Problem description
Count the lines below that contain "baseFrequency". Answer with the number alone.

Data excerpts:
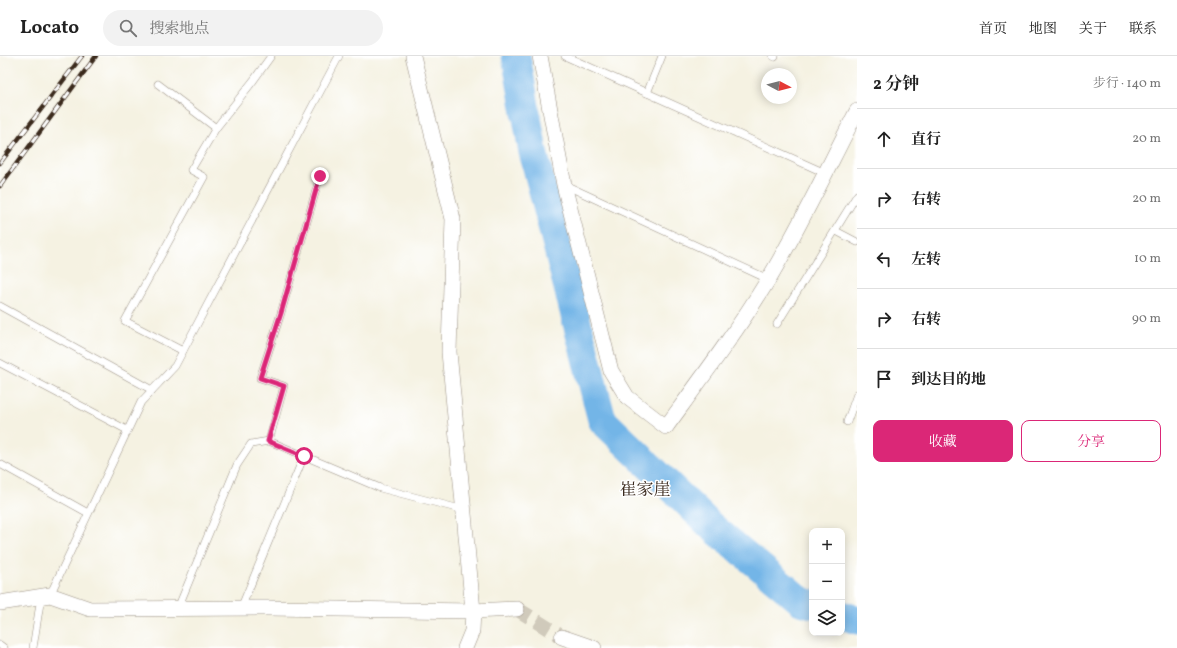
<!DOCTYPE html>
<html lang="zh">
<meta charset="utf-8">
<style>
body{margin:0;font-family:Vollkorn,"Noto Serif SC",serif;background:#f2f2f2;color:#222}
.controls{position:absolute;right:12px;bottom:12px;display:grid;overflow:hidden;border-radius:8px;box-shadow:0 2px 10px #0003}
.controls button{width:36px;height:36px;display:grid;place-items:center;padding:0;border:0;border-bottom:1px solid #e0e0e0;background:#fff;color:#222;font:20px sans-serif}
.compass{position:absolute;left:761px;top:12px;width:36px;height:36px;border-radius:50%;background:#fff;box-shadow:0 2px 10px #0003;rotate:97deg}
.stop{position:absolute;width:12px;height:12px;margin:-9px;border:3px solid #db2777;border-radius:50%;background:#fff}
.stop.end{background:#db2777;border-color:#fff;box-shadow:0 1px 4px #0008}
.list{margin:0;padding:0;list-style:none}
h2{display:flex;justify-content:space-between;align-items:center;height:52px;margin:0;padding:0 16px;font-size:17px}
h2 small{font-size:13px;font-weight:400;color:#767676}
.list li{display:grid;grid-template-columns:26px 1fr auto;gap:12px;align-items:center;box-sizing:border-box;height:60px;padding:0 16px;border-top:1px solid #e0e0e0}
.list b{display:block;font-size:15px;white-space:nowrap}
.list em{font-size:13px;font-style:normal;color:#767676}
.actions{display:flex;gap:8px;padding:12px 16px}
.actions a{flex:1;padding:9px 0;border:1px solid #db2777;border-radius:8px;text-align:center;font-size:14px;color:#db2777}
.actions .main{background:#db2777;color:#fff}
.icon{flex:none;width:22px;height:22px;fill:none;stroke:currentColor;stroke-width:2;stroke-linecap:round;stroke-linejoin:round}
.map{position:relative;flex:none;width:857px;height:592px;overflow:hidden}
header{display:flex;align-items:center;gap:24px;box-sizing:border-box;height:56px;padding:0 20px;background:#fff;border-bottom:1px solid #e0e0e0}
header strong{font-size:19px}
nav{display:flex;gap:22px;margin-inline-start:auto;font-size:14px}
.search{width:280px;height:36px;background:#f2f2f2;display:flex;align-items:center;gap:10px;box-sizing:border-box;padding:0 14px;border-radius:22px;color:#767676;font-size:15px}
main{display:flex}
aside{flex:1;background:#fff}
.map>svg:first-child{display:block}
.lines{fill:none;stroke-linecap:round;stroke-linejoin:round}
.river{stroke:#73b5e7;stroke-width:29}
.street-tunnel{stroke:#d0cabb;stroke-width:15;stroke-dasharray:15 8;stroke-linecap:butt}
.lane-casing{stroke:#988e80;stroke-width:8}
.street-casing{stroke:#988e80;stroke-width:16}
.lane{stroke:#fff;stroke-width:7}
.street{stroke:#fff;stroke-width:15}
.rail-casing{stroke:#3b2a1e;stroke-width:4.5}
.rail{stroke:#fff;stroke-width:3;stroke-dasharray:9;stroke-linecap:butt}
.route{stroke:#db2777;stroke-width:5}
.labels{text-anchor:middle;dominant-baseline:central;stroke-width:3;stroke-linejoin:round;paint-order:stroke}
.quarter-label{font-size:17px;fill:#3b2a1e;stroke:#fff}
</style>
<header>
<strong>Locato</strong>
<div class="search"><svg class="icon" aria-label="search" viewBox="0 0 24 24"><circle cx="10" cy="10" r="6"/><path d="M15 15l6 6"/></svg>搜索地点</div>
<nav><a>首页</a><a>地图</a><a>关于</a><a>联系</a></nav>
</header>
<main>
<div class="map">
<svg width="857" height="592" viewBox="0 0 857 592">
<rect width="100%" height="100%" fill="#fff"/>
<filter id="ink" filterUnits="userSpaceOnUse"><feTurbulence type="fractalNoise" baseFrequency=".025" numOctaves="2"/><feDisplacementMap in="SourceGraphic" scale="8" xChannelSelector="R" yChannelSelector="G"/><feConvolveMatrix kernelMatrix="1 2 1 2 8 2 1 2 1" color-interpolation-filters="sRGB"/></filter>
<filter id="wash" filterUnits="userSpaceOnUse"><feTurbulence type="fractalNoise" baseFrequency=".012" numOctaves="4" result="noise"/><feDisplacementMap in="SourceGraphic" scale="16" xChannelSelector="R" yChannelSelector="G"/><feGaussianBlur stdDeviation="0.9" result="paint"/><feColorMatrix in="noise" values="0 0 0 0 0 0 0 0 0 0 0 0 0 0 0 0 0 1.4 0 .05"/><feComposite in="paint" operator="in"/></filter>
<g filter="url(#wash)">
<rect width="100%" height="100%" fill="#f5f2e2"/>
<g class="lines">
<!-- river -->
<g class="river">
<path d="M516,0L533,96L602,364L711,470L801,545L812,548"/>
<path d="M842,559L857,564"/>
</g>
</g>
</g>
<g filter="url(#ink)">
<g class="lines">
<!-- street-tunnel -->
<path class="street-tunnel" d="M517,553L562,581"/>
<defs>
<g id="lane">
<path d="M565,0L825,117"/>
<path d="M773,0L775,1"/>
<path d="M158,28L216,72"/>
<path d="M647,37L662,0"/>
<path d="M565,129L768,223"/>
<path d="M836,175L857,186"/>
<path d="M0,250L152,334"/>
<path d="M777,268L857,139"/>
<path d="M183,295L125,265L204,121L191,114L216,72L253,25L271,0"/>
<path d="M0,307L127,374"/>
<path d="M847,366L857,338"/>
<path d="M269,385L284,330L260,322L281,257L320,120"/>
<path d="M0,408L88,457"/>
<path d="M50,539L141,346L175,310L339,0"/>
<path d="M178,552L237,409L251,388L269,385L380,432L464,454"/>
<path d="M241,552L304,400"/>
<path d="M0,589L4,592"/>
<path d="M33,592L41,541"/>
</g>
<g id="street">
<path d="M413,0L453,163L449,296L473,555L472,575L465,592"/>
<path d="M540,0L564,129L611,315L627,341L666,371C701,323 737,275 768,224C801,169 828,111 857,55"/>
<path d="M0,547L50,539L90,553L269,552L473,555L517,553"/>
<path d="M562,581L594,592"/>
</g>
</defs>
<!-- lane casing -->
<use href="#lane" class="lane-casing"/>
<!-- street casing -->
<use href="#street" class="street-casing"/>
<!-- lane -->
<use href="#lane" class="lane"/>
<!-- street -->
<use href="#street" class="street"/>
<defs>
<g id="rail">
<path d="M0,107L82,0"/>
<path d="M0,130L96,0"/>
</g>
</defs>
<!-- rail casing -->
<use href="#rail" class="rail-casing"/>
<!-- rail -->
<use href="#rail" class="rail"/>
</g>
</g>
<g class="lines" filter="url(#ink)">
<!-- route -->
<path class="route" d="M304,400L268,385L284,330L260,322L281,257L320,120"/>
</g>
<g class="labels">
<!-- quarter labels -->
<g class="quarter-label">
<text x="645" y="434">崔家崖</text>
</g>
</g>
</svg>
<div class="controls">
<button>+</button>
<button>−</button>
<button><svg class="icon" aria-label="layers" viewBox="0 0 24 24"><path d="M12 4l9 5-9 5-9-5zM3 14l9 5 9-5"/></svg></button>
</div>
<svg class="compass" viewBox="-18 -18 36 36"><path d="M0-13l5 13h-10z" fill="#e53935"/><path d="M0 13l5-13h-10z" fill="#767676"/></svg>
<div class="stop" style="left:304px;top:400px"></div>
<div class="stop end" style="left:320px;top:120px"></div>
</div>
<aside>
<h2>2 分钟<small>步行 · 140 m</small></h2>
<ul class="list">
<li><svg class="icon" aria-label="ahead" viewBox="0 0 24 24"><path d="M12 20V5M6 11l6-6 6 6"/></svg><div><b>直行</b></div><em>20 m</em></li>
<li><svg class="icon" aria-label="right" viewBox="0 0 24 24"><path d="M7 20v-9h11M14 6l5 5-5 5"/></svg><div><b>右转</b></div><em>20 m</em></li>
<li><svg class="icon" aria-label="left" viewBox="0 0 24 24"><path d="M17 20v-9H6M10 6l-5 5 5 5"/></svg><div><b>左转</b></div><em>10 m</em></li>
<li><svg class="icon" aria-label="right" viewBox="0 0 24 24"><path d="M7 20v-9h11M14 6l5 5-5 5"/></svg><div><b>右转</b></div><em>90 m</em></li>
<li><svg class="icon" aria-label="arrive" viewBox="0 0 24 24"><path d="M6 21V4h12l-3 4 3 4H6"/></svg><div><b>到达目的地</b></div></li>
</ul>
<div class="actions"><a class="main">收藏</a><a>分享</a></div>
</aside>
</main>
* * *
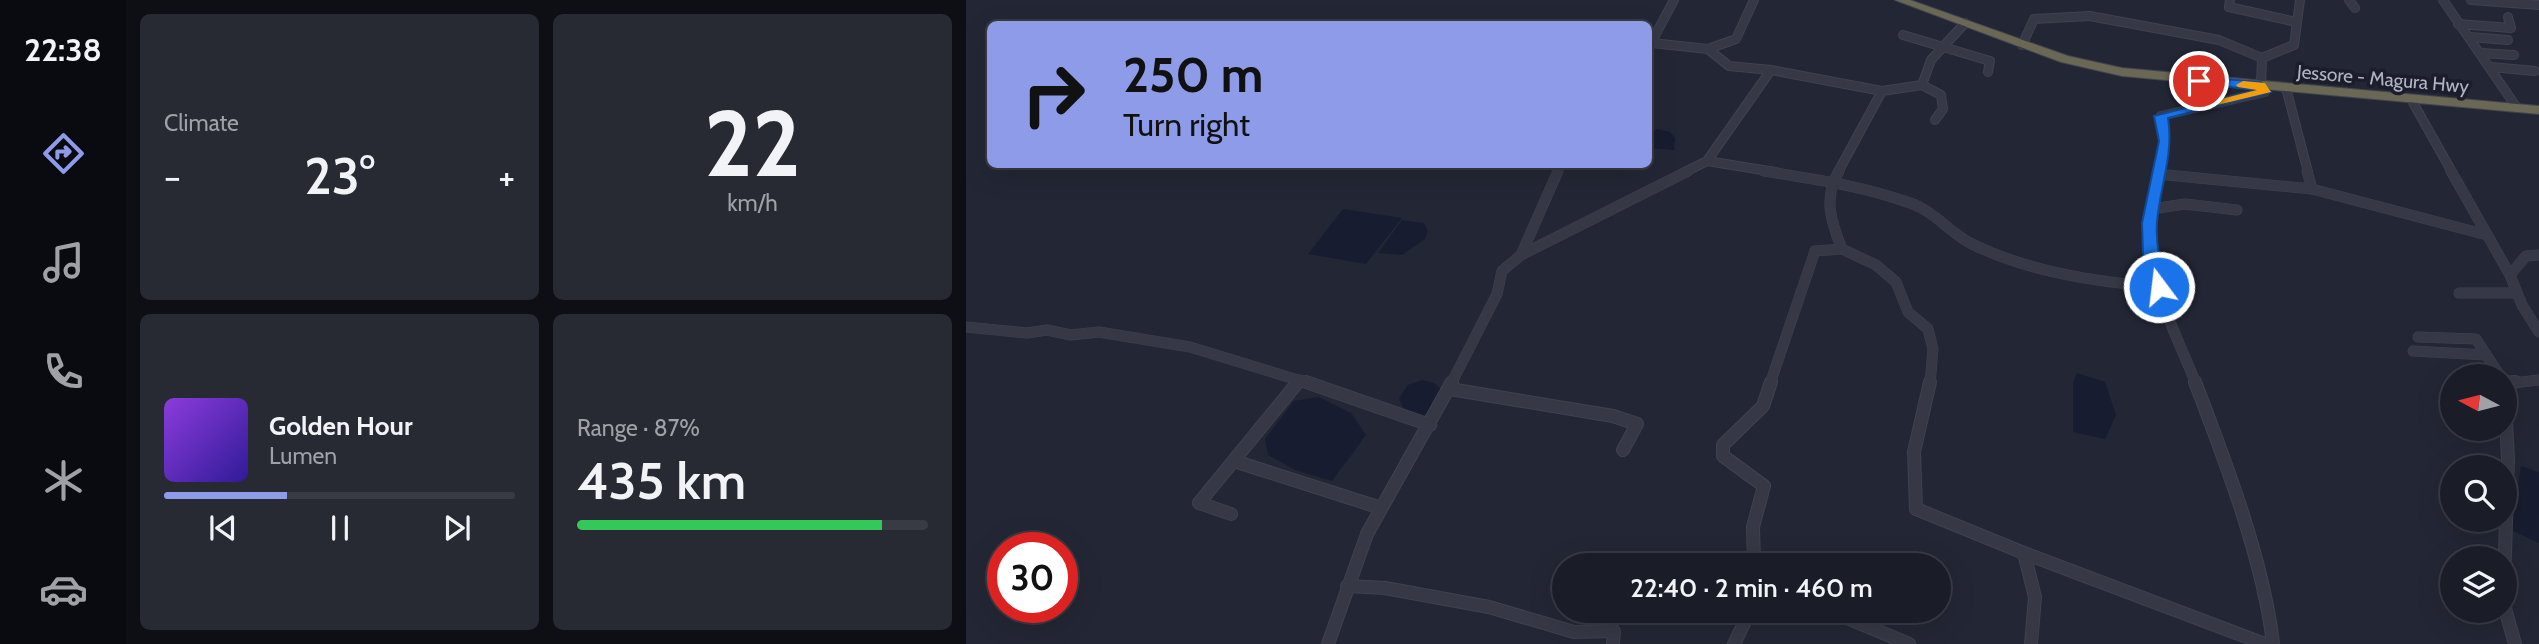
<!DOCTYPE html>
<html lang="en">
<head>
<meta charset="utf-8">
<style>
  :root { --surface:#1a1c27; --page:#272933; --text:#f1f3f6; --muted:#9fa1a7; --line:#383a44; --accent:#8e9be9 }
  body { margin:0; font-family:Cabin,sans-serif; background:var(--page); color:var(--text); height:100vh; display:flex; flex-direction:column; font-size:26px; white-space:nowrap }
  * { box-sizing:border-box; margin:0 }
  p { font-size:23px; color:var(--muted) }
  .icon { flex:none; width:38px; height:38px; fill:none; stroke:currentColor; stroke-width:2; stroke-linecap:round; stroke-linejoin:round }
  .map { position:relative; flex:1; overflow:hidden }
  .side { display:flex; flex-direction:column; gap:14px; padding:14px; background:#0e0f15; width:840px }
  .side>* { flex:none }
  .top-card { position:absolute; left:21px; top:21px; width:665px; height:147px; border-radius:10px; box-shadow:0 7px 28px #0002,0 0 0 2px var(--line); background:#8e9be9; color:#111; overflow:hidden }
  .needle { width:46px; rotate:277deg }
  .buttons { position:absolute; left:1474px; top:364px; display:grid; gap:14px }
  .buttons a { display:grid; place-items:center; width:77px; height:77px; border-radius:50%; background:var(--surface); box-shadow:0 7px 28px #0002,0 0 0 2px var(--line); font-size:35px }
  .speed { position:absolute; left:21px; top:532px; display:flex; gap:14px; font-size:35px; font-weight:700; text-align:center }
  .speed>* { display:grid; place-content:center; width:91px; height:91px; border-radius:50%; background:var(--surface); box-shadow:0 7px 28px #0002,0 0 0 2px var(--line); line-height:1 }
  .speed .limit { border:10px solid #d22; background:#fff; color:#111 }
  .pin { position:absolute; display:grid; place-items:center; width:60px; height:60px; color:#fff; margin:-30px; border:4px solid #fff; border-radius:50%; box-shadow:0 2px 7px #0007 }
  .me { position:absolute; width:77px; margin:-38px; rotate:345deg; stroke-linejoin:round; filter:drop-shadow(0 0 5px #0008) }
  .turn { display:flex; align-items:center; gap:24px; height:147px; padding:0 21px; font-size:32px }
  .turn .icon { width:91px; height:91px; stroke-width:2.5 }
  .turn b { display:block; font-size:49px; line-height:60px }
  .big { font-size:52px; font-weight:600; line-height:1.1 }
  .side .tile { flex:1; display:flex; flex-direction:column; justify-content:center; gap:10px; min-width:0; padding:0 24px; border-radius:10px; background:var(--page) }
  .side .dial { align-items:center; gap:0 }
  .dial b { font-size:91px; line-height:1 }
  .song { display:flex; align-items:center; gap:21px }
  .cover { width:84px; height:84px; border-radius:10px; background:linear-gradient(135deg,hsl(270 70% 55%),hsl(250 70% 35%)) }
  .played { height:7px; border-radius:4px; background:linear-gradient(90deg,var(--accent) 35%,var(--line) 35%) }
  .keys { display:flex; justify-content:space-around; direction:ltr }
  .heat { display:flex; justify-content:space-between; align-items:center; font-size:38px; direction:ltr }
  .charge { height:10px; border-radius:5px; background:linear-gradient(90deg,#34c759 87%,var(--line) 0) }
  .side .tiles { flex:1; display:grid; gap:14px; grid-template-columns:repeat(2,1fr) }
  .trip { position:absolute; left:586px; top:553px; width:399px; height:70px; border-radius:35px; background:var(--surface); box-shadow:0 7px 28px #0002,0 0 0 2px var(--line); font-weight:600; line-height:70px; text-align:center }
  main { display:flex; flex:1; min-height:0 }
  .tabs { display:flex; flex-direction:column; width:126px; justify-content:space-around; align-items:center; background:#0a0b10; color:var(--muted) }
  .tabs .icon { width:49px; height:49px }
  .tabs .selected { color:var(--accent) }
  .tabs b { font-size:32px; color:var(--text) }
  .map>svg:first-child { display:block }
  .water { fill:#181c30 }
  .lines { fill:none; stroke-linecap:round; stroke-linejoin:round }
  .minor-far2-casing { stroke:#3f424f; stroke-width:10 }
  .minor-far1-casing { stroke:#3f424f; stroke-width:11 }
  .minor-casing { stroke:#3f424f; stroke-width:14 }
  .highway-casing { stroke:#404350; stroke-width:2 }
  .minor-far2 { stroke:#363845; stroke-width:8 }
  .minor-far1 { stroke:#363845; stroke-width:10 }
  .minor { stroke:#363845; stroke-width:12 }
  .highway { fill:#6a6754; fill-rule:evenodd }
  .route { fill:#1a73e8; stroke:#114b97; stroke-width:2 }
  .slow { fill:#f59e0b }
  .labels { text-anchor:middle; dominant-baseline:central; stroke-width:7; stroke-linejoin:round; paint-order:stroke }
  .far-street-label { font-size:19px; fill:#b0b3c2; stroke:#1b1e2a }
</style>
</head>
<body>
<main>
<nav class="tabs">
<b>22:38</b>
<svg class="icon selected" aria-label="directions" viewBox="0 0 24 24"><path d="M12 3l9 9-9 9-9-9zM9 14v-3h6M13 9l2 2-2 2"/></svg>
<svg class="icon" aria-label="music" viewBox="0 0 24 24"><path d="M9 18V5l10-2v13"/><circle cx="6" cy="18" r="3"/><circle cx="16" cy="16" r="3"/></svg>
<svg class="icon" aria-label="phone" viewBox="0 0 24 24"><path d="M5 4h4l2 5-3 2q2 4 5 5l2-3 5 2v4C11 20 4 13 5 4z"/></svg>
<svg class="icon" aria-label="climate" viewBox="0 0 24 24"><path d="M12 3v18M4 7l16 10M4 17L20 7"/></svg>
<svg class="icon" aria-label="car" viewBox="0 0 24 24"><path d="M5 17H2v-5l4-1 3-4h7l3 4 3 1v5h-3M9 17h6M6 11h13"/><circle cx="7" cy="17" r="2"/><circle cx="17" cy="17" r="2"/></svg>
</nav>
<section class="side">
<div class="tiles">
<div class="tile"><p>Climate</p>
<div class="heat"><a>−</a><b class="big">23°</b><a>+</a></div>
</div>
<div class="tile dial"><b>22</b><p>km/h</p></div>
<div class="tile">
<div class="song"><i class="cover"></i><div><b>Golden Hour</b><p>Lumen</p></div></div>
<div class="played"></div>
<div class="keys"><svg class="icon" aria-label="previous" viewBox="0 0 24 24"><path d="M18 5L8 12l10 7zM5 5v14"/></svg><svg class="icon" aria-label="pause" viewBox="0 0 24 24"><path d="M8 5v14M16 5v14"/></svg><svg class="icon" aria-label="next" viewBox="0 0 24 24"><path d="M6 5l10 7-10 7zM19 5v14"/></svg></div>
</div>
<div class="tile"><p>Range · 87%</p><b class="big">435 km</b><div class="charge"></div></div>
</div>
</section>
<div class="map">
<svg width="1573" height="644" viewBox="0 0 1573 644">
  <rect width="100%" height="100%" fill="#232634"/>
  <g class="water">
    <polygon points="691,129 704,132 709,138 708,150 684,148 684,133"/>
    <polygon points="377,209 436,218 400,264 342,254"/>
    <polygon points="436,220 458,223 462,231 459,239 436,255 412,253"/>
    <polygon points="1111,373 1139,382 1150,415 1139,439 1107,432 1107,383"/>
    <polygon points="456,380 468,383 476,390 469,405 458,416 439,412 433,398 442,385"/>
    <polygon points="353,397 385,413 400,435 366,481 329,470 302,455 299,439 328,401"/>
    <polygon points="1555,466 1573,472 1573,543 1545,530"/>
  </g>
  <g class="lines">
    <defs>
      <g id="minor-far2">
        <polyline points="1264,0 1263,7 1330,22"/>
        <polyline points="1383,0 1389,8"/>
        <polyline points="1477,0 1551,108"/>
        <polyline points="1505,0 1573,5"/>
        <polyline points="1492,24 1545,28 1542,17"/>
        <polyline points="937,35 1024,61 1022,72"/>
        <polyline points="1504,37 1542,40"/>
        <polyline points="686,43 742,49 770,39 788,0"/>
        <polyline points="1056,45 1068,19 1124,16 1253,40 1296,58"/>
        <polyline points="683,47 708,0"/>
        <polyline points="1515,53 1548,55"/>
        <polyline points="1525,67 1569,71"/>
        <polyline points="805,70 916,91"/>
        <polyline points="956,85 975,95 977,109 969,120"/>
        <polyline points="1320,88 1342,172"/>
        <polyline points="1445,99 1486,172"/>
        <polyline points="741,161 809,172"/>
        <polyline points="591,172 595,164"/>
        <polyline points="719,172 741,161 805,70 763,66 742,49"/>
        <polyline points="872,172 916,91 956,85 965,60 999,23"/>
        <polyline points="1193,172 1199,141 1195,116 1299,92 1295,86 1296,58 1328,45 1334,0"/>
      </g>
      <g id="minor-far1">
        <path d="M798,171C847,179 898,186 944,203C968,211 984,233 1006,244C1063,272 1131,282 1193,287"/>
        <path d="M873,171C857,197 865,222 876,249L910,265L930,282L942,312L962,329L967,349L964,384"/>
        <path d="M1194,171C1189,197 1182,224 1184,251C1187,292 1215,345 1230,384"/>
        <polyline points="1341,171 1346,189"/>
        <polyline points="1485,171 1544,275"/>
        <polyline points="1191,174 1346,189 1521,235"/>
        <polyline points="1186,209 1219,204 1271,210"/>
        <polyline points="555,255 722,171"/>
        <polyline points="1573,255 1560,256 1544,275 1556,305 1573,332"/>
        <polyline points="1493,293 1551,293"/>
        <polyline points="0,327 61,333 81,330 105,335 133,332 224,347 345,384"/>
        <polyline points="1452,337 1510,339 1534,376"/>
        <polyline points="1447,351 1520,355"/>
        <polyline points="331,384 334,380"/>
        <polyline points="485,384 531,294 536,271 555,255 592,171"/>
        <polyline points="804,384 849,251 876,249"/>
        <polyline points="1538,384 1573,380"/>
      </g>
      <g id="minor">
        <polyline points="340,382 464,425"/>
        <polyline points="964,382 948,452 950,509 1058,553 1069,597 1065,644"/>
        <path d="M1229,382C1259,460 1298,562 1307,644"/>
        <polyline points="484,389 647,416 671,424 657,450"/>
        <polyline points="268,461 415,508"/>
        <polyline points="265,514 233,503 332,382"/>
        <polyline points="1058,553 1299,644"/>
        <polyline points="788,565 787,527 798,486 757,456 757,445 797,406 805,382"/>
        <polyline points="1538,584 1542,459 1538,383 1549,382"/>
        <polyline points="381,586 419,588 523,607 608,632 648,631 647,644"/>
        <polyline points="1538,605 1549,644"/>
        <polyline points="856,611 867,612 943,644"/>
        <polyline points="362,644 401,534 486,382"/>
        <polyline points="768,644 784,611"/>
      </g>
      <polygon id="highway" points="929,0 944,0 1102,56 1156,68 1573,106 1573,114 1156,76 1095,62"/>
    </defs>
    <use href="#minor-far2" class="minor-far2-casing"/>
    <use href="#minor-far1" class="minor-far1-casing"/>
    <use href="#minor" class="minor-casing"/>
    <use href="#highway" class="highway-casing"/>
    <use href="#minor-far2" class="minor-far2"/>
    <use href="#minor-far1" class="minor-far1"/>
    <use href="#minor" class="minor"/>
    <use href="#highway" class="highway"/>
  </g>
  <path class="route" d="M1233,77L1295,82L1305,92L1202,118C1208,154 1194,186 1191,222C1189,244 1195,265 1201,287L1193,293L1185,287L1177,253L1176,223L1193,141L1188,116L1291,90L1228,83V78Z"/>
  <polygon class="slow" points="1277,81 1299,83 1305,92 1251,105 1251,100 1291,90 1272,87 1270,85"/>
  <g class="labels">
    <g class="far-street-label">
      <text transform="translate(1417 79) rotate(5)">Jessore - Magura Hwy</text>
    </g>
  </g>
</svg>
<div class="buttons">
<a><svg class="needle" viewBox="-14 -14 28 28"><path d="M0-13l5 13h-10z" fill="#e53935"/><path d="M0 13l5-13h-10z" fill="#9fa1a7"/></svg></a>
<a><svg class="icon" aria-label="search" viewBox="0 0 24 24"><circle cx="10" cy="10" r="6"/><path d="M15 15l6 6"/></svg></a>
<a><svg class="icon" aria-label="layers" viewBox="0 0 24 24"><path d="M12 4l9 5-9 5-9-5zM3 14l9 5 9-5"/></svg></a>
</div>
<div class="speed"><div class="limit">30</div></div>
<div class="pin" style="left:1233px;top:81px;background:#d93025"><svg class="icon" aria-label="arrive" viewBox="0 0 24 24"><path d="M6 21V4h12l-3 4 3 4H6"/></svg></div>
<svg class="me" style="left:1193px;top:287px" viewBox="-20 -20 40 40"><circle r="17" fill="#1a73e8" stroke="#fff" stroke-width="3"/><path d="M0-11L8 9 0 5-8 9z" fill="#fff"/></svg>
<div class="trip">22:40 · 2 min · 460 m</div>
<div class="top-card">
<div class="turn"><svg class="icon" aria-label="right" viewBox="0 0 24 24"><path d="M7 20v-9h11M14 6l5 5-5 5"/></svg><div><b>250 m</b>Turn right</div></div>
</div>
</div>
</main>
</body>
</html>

Finished task
2